Supreme Court Grants Permission for Rehearing in Guantanamo Case

Client News

This morning the Supreme Court of the United States issued a remarkable order in Boumediene v. Bush, No. 06-1195, a pro bono case in which WilmerHale represents six Bosnian-Algerian men who have been imprisoned without charge at Guantanamo Bay since January 2002. The Supreme Court previously had denied certiorari on April 2, and we petitioned for rehearing. On the last day of its Term, the Court granted our petition for rehearing, vacated its prior order, and granted certiorari. The case will be briefed this summer and argued this fall.

The case challenges as unconstitutional a 2006 law that purported to strip federal court jurisdiction over habeas corpus petitions from Guantanamo Bay prisoners. The case also asks the Court to determine that WilmerHale's clients' habeas petitions demonstrate that their detention is unlawful and that they are entitled to release or, at the very least, a hearing on the merits.

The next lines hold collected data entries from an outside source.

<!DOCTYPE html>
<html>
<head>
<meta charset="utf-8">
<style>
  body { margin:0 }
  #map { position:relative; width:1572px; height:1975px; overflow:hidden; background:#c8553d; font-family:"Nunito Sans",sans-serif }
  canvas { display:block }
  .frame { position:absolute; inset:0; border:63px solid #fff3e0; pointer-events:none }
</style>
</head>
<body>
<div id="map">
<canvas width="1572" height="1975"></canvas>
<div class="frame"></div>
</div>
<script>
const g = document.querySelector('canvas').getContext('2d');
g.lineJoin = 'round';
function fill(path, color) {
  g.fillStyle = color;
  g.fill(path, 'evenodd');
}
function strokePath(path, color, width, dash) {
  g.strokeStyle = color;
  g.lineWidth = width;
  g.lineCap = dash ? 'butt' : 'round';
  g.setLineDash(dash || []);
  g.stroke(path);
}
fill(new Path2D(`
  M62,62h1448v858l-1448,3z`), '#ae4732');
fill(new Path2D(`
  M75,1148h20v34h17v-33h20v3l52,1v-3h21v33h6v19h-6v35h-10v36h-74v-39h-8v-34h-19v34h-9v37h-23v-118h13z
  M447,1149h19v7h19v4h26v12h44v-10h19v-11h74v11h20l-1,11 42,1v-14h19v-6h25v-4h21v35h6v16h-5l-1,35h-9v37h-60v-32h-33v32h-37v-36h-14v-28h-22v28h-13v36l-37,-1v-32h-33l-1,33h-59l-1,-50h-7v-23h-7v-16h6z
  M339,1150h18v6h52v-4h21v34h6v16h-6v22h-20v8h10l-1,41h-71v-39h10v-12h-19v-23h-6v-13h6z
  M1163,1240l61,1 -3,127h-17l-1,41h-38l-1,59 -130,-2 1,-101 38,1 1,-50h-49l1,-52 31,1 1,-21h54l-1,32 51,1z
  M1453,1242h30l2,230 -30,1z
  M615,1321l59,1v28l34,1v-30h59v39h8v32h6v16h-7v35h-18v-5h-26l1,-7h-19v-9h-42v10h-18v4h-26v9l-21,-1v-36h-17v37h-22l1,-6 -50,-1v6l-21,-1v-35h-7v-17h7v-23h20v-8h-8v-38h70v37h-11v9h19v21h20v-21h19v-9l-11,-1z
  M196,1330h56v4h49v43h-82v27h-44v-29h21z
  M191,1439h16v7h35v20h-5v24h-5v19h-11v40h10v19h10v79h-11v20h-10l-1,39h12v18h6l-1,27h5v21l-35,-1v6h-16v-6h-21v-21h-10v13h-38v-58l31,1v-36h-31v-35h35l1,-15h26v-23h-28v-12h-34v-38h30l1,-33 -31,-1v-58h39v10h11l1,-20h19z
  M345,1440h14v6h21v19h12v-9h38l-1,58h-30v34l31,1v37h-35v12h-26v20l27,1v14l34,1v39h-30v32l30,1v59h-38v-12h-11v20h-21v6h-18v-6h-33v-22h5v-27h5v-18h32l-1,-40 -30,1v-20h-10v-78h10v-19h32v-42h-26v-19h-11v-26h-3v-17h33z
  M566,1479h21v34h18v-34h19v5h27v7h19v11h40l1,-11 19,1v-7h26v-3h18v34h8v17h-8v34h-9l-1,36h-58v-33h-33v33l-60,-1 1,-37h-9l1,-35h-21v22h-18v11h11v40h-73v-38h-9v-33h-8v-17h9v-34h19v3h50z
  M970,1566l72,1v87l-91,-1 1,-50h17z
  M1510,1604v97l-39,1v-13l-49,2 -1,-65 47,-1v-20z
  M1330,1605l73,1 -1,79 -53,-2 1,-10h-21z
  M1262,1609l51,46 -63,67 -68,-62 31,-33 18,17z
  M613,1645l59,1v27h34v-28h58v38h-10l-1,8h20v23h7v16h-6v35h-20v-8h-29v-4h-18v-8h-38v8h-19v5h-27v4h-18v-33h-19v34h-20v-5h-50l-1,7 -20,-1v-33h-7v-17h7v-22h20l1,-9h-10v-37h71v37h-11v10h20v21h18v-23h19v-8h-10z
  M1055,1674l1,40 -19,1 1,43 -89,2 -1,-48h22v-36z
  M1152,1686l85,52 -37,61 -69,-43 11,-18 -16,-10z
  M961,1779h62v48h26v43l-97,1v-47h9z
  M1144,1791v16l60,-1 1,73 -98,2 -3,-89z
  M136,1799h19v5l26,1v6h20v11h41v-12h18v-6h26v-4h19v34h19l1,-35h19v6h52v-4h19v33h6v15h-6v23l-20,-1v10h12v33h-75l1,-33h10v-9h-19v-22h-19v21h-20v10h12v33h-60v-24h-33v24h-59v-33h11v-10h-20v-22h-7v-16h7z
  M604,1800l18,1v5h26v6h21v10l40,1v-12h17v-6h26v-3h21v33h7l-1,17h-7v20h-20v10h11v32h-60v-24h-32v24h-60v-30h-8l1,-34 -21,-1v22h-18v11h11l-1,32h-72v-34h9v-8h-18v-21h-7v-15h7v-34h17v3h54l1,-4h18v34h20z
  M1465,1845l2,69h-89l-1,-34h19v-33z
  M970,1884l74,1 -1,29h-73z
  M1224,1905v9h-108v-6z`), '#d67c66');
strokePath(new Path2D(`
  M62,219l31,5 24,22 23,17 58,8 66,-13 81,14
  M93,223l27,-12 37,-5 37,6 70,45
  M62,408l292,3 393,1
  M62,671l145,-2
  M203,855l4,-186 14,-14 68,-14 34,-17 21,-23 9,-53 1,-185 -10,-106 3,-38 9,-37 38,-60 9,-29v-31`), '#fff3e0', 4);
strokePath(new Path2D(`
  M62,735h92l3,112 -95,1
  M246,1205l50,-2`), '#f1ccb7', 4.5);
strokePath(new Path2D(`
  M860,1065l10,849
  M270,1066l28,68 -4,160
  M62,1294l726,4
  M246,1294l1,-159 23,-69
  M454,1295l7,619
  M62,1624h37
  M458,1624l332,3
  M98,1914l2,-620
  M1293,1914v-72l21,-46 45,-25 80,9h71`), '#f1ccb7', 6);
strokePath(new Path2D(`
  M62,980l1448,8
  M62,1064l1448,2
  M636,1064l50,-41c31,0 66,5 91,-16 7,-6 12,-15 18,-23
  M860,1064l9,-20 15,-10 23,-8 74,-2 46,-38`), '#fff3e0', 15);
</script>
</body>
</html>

The Supreme Court's decision to rehear a denial of certiorari is extremely rare—it has happened only a few times in the last one hundred years. This is a major positive development in a case that presents the Court with the opportunity to address some of the most important constitutional issues of our time.

The firm's Guantanamo representation began in 2004 and is a firm-wide effort that includes numerous lawyers in several of our US and European offices. The US litigation team includes Stephen Oleskey, Rob Kirsch, Seth Waxman, Paul Wolfson, Doug Curtis, Mark Fleming, Joseph Mueller, Pratik Shah, Lauren Brunswick, Paul Winke, Lynne Campbell Soutter, Julian Davis Mortenson and Jeffrey Gleason.